A new paper looked at farm workers in Hawaii and found that before 1999 some of them had more heart attacks than non-farm workers and concluded the reason must be safe levels of pesticide exposure creating "subtle effects" over time.

Epidemiology can achieve anything, like show that autism is linked to organic food, if the correlates are tortured enough. 

The confounders are obvious, like that the level of exposure to pesticides made no difference, but the authors declare their correlation is probably valid because a similar link was created in Taiwanese men who were exposed to high levels of pesticides.

Epidemiology is in crisis - and this kind of claim is why

The analysis was of first and second generation middle-aged and elderly Japanese-Americans, which is already like a baseball player bragging they led the club in doubles in the month of August. The mining for pesticide harm used the Kuakini Honolulu Heart Program, which enrolled over 8,000 Japanese American men on Oahu between 1965 and 1968.

Men enrolled in the study were 45 to 68 years of age and self-reported their occupation and then the authors estimated pesticide exposure using a scale from the Occupational Safety and Health Administration. Compared to men who did not work in jobs that got estimated exposure to pesticides at work, in the first 10 years of follow-up, the researchers found:

Roughly a 45 percent higher risk of heart disease or stroke in those whose jobs was estimated to mean higher pesticide exposure, 46 percent after adjusting for age, and 42% after adjusting for other heart disease risk factors as well as age.

There was no significant relationship between low to moderate exposure to pesticides and the risk of heart disease or stroke, which means there is no increase with dose. This makes no sense. The No Affect Level for pesticides is orders of magnitude above "high" levels of exposure.

CVD went down over time for those with no exposure but CVD linked to farm workers went up? So exposure to pesticides increases longevity?



Everyone had the same age ranges but people with no exposure to pesticides had lower CVD at the 34 year mark than they had at 10. It is impossible that 40 percent of CVD cases disappeared 24 years later when age is the biggest risk factor for CVD.
 
To scientific neutral experts this is a giant red flag. As is their contention that it is settled that pesticides cause heart disease when their sole source for that claim is a 1998 IARC paper which only created a statistical risk related to dioxin - and used 5 orders of magnitude for dose in mice to suggest it was real in humans. Mice are not little people and never have been, that is why exploratory papers cannot be established science until they are confirmed with real data.

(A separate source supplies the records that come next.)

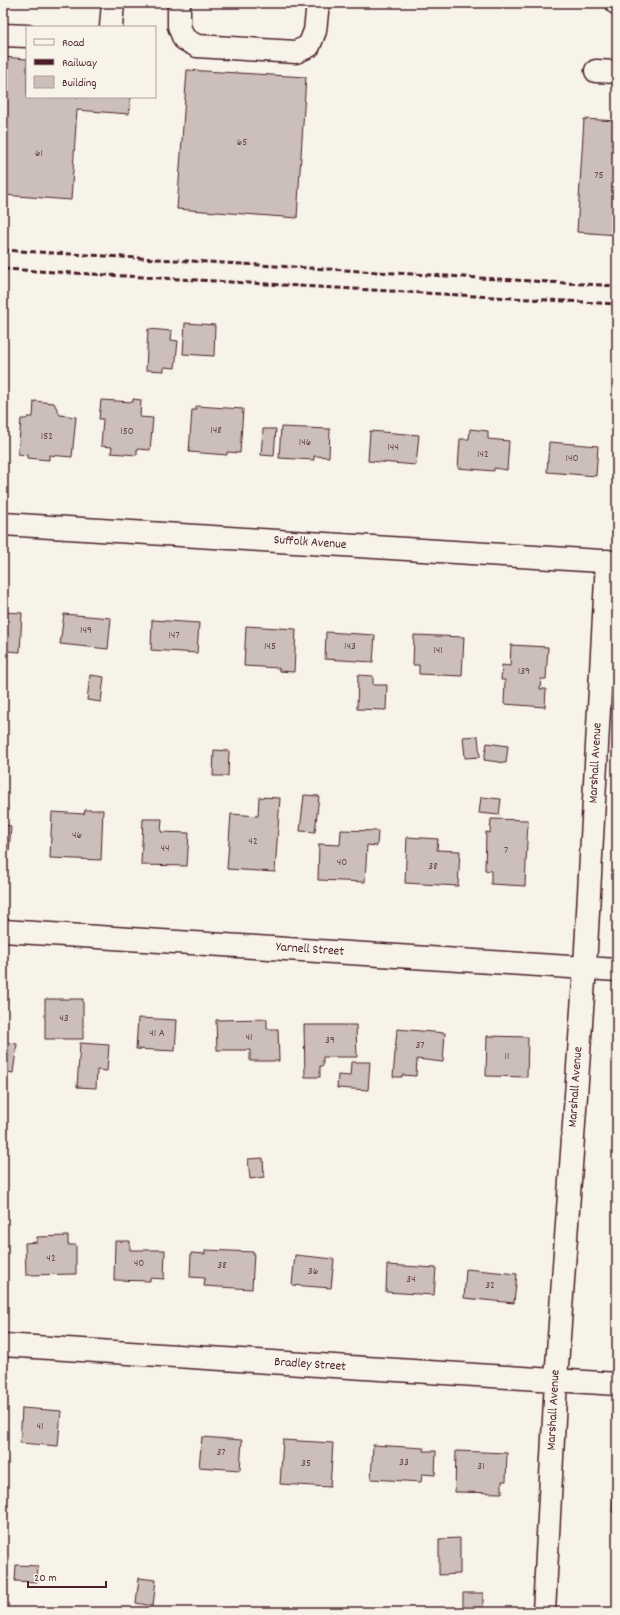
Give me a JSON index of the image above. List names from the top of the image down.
{
  "streets": {
    "street": [
      "Suffolk Avenue",
      "Marshall Avenue",
      "Yarnell Street",
      "Bradley Street"
    ]
  },
  "crossings": [
    ["Suffolk Avenue", "Marshall Avenue"],
    ["Marshall Avenue", "Yarnell Street"],
    ["Marshall Avenue", "Bradley Street"]
  ],
  "house_numbers": [
    "65",
    "61",
    "75",
    "148",
    "150",
    "152",
    "146",
    "144",
    "142",
    "140",
    "149",
    "147",
    "145",
    "143",
    "141",
    "139",
    "46",
    "42",
    "44",
    "7",
    "40",
    "38",
    "43",
    "41 A",
    "41",
    "39",
    "37",
    "11",
    "42",
    "40",
    "38",
    "36",
    "34",
    "32",
    "41",
    "37",
    "33",
    "35",
    "31"
  ],
  "legend": ["Road", "Railway", "Building"],
  "scale_bar": "20 m"
}
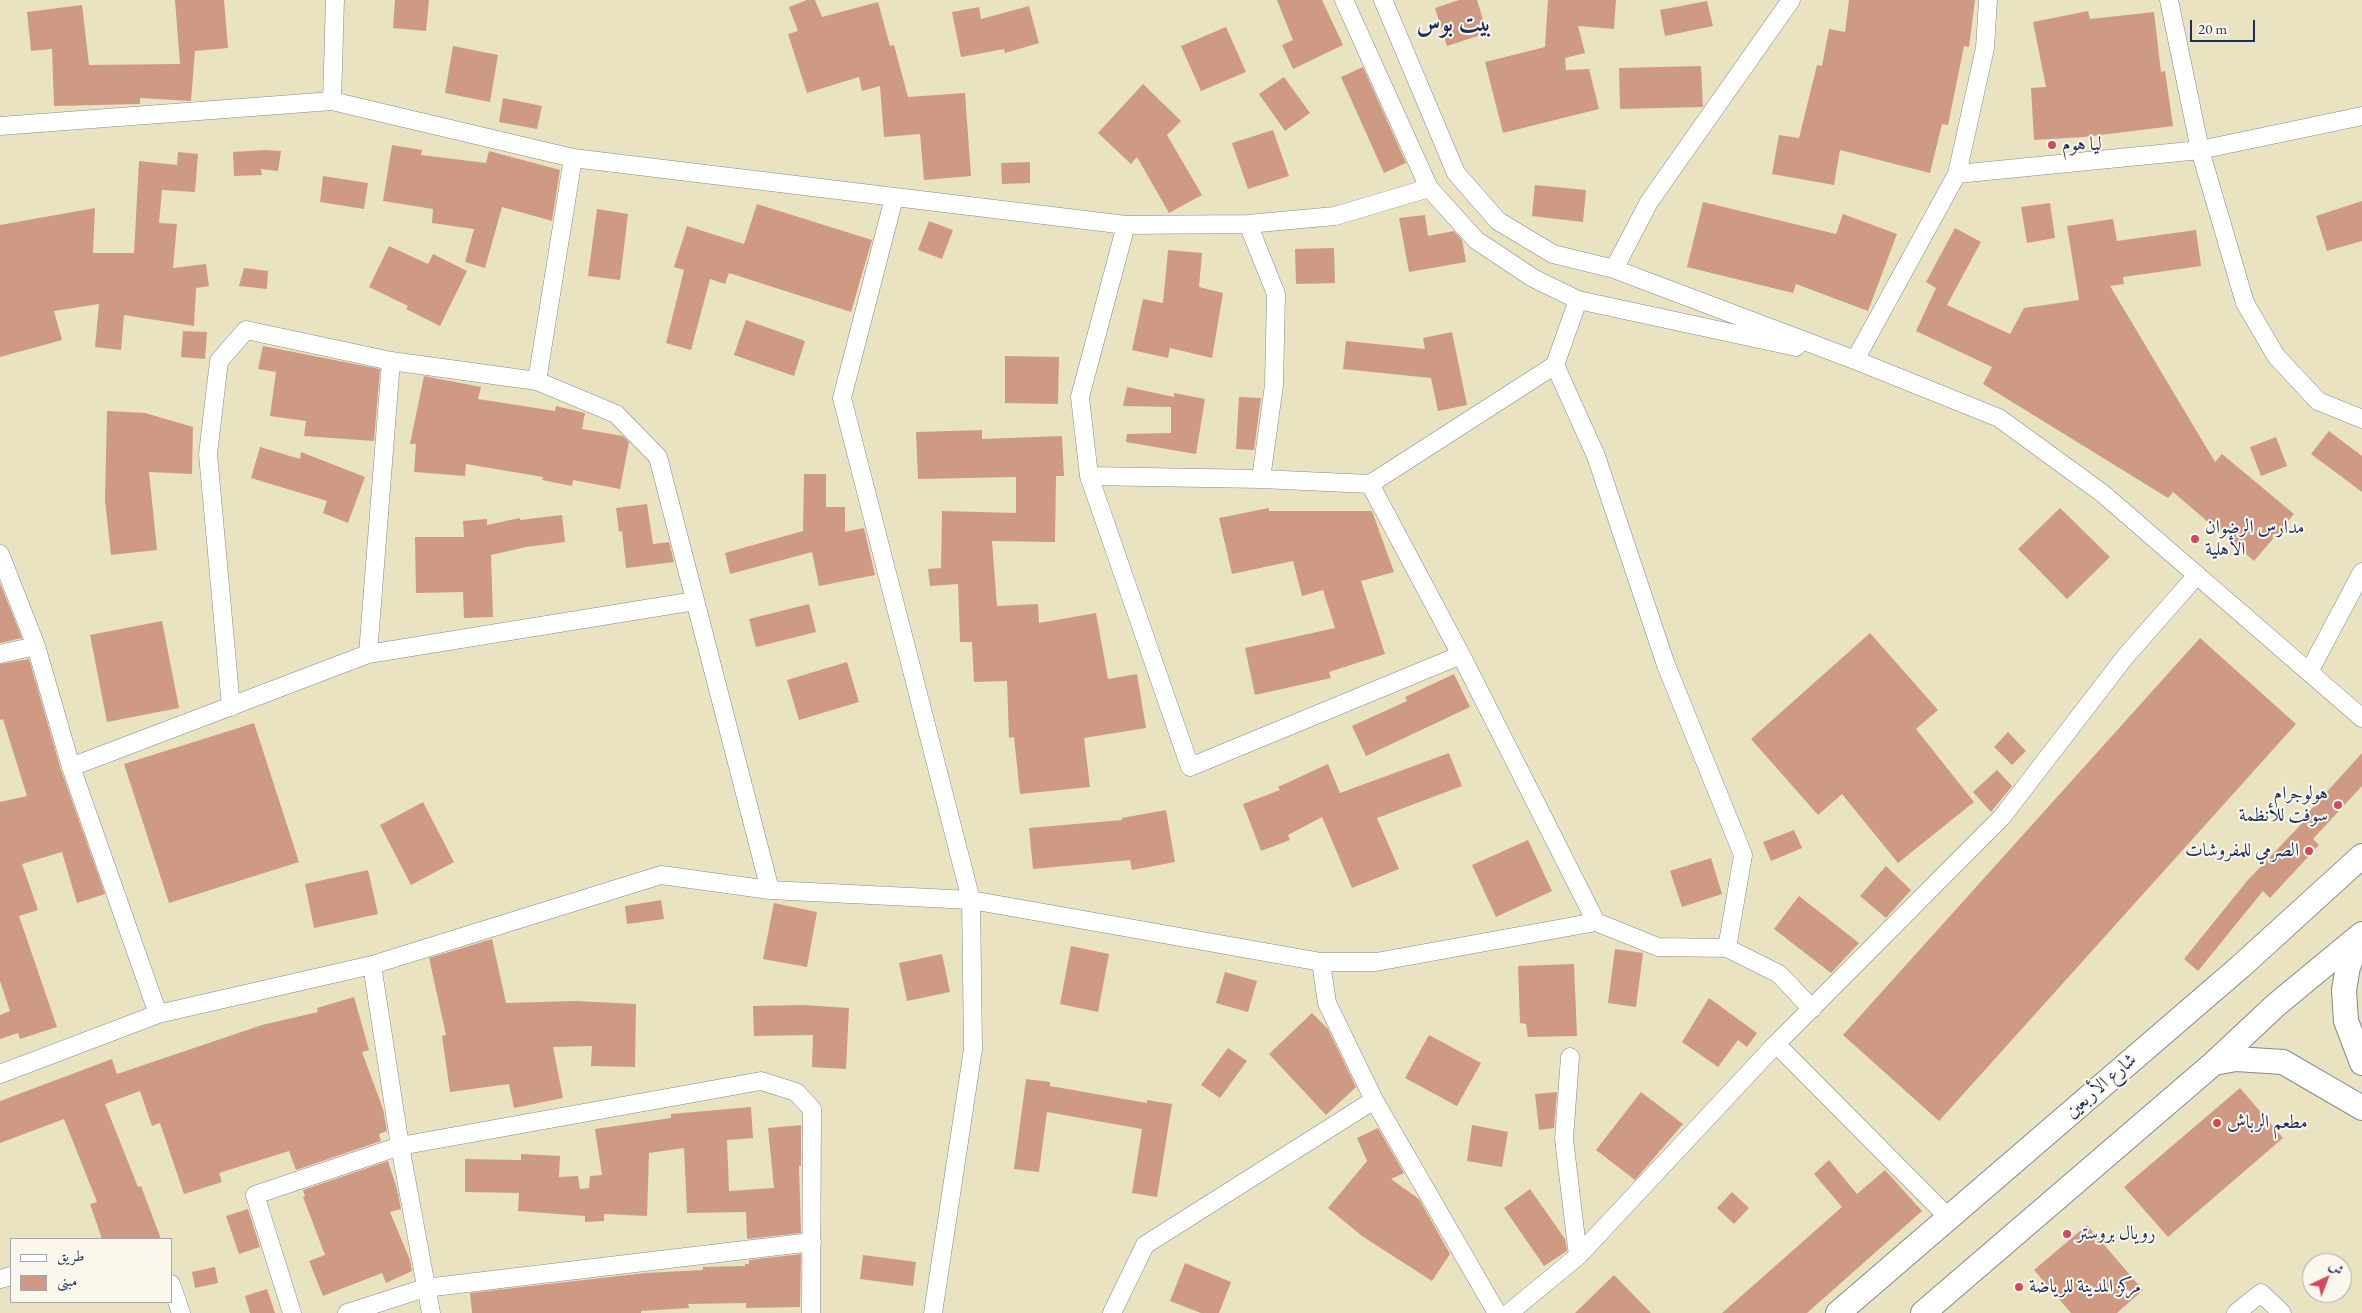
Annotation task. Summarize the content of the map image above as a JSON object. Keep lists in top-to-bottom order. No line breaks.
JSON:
{"streets":{"main road":["شارع الأربعين"]},"districts":["بيت بوس"],"places":["ليا هوم","مدارس الرضوان الأهلية","هولوجرام سوفت للأنظمة","الصرمي للمفروشات","مطعم الرباش","رويال بروستر","مركز المدينة للرياضة"],"legend":["طريق","مبنى"],"scale_bar":"20 m","north":"top right"}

They invoke DDT and other "banned" pesticides but can't say they were even used

Men with cardiovascular disease had higher cholesterol but lower alcohol - an actual carcinogen and stroke risk factor, no data dredging needed - while those with no exposure smoked more. Another actual heart disease risk factor. They make sure to name drop DDT and other "banned" pesticides (without noting that DDT was banned by overruling the science, and our EPA writes the instructions for spraying it inside homes in other countries) but are unable to know if they were used at all, or by which farmers.

They dismiss the confounders and allege they might be conservative in their claims about heart disease risk by noting the half life of pesticides, and while that is great clickbait for journalists in The Guardian it has zero biological relevance. They also say women may not have been affected by this but different classes of pesticides might be more harmful to them because...chemicals.